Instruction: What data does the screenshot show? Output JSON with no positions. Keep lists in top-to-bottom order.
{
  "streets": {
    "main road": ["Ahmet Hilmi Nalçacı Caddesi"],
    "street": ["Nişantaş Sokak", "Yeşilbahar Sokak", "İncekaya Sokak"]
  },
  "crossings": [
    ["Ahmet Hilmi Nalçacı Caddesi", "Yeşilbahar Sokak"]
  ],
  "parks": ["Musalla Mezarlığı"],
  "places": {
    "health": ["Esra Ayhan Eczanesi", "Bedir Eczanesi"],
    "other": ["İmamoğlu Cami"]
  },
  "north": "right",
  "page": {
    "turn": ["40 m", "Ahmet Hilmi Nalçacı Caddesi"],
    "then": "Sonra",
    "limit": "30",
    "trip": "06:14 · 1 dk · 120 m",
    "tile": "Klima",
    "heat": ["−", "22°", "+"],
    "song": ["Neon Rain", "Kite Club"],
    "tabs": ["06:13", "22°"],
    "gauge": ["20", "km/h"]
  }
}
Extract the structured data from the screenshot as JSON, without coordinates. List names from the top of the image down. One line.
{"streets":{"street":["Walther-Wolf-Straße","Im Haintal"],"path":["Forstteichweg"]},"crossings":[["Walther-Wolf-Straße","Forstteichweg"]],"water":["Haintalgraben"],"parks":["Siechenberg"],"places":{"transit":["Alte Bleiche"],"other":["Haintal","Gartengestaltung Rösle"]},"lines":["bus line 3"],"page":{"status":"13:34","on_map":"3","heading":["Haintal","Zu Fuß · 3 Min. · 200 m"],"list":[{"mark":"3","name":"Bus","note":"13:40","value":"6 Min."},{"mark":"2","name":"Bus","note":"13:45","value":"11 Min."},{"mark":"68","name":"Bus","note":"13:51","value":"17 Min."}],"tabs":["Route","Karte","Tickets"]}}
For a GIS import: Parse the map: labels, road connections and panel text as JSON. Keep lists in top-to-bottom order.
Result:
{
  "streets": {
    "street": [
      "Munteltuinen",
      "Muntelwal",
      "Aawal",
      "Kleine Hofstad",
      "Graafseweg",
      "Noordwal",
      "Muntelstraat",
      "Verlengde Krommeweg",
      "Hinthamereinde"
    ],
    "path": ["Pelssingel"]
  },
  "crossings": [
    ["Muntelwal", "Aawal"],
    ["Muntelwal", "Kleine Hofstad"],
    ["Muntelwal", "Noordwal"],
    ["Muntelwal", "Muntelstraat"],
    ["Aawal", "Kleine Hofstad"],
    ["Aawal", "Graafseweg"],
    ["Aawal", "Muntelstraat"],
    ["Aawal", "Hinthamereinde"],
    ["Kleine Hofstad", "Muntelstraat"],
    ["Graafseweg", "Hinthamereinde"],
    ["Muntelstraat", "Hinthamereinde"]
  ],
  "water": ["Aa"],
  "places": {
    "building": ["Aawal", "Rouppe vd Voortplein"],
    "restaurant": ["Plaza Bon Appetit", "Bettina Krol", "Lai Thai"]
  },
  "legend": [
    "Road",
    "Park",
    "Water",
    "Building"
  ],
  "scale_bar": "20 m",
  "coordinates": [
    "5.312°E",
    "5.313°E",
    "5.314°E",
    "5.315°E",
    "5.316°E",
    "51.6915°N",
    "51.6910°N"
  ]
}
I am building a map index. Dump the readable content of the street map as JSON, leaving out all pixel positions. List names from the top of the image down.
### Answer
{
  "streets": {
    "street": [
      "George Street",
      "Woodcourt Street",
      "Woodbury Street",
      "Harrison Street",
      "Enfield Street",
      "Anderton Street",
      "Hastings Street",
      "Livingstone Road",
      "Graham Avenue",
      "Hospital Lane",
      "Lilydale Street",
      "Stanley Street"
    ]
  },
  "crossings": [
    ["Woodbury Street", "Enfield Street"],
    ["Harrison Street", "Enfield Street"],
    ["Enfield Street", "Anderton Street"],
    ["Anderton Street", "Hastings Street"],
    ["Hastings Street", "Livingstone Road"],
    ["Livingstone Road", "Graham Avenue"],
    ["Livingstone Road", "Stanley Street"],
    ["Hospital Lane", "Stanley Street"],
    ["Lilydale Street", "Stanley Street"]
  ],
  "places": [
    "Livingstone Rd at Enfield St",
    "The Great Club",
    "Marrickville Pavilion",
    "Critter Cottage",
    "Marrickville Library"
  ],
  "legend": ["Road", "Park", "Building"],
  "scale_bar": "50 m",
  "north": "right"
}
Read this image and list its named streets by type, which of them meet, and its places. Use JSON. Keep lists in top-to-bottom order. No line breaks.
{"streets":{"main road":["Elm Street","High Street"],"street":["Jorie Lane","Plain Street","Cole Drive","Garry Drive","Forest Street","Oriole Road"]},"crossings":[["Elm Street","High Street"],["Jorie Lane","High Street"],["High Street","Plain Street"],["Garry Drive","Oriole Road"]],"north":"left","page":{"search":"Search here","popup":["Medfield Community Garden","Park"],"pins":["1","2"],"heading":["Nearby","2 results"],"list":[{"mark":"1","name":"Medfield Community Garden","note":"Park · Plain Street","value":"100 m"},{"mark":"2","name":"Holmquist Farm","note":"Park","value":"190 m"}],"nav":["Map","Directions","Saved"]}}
------
# [Description of the task]
Output an exact copy of each record.

# [Written response]
Instruction: What data does the screenshot show? Output JSON with no positions. Keep lists in top-to-bottom order.
{
  "streets": {
    "main road": ["Ahmet Hilmi Nalçacı Caddesi"],
    "street": ["Nişantaş Sokak", "Yeşilbahar Sokak", "İncekaya Sokak"]
  },
  "crossings": [
    ["Ahmet Hilmi Nalçacı Caddesi", "Yeşilbahar Sokak"]
  ],
  "parks": ["Musalla Mezarlığı"],
  "places": {
    "health": ["Esra Ayhan Eczanesi", "Bedir Eczanesi"],
    "other": ["İmamoğlu Cami"]
  },
  "north": "right",
  "page": {
    "turn": ["40 m", "Ahmet Hilmi Nalçacı Caddesi"],
    "then": "Sonra",
    "limit": "30",
    "trip": "06:14 · 1 dk · 120 m",
    "tile": "Klima",
    "heat": ["−", "22°", "+"],
    "song": ["Neon Rain", "Kite Club"],
    "tabs": ["06:13", "22°"],
    "gauge": ["20", "km/h"]
  }
}
Extract the structured data from the screenshot as JSON, without coordinates. List names from the top of the image down. One line.
{"streets":{"street":["Walther-Wolf-Straße","Im Haintal"],"path":["Forstteichweg"]},"crossings":[["Walther-Wolf-Straße","Forstteichweg"]],"water":["Haintalgraben"],"parks":["Siechenberg"],"places":{"transit":["Alte Bleiche"],"other":["Haintal","Gartengestaltung Rösle"]},"lines":["bus line 3"],"page":{"status":"13:34","on_map":"3","heading":["Haintal","Zu Fuß · 3 Min. · 200 m"],"list":[{"mark":"3","name":"Bus","note":"13:40","value":"6 Min."},{"mark":"2","name":"Bus","note":"13:45","value":"11 Min."},{"mark":"68","name":"Bus","note":"13:51","value":"17 Min."}],"tabs":["Route","Karte","Tickets"]}}
For a GIS import: Parse the map: labels, road connections and panel text as JSON. Keep lists in top-to-bottom order.
Result:
{
  "streets": {
    "street": [
      "Munteltuinen",
      "Muntelwal",
      "Aawal",
      "Kleine Hofstad",
      "Graafseweg",
      "Noordwal",
      "Muntelstraat",
      "Verlengde Krommeweg",
      "Hinthamereinde"
    ],
    "path": ["Pelssingel"]
  },
  "crossings": [
    ["Muntelwal", "Aawal"],
    ["Muntelwal", "Kleine Hofstad"],
    ["Muntelwal", "Noordwal"],
    ["Muntelwal", "Muntelstraat"],
    ["Aawal", "Kleine Hofstad"],
    ["Aawal", "Graafseweg"],
    ["Aawal", "Muntelstraat"],
    ["Aawal", "Hinthamereinde"],
    ["Kleine Hofstad", "Muntelstraat"],
    ["Graafseweg", "Hinthamereinde"],
    ["Muntelstraat", "Hinthamereinde"]
  ],
  "water": ["Aa"],
  "places": {
    "building": ["Aawal", "Rouppe vd Voortplein"],
    "restaurant": ["Plaza Bon Appetit", "Bettina Krol", "Lai Thai"]
  },
  "legend": [
    "Road",
    "Park",
    "Water",
    "Building"
  ],
  "scale_bar": "20 m",
  "coordinates": [
    "5.312°E",
    "5.313°E",
    "5.314°E",
    "5.315°E",
    "5.316°E",
    "51.6915°N",
    "51.6910°N"
  ]
}
I am building a map index. Dump the readable content of the street map as JSON, leaving out all pixel positions. List names from the top of the image down.
### Answer
{
  "streets": {
    "street": [
      "George Street",
      "Woodcourt Street",
      "Woodbury Street",
      "Harrison Street",
      "Enfield Street",
      "Anderton Street",
      "Hastings Street",
      "Livingstone Road",
      "Graham Avenue",
      "Hospital Lane",
      "Lilydale Street",
      "Stanley Street"
    ]
  },
  "crossings": [
    ["Woodbury Street", "Enfield Street"],
    ["Harrison Street", "Enfield Street"],
    ["Enfield Street", "Anderton Street"],
    ["Anderton Street", "Hastings Street"],
    ["Hastings Street", "Livingstone Road"],
    ["Livingstone Road", "Graham Avenue"],
    ["Livingstone Road", "Stanley Street"],
    ["Hospital Lane", "Stanley Street"],
    ["Lilydale Street", "Stanley Street"]
  ],
  "places": [
    "Livingstone Rd at Enfield St",
    "The Great Club",
    "Marrickville Pavilion",
    "Critter Cottage",
    "Marrickville Library"
  ],
  "legend": ["Road", "Park", "Building"],
  "scale_bar": "50 m",
  "north": "right"
}
Read this image and list its named streets by type, which of them meet, and its places. Use JSON. Keep lists in top-to-bottom order. No line breaks.
{"streets":{"main road":["Elm Street","High Street"],"street":["Jorie Lane","Plain Street","Cole Drive","Garry Drive","Forest Street","Oriole Road"]},"crossings":[["Elm Street","High Street"],["Jorie Lane","High Street"],["High Street","Plain Street"],["Garry Drive","Oriole Road"]],"north":"left","page":{"search":"Search here","popup":["Medfield Community Garden","Park"],"pins":["1","2"],"heading":["Nearby","2 results"],"list":[{"mark":"1","name":"Medfield Community Garden","note":"Park · Plain Street","value":"100 m"},{"mark":"2","name":"Holmquist Farm","note":"Park","value":"190 m"}],"nav":["Map","Directions","Saved"]}}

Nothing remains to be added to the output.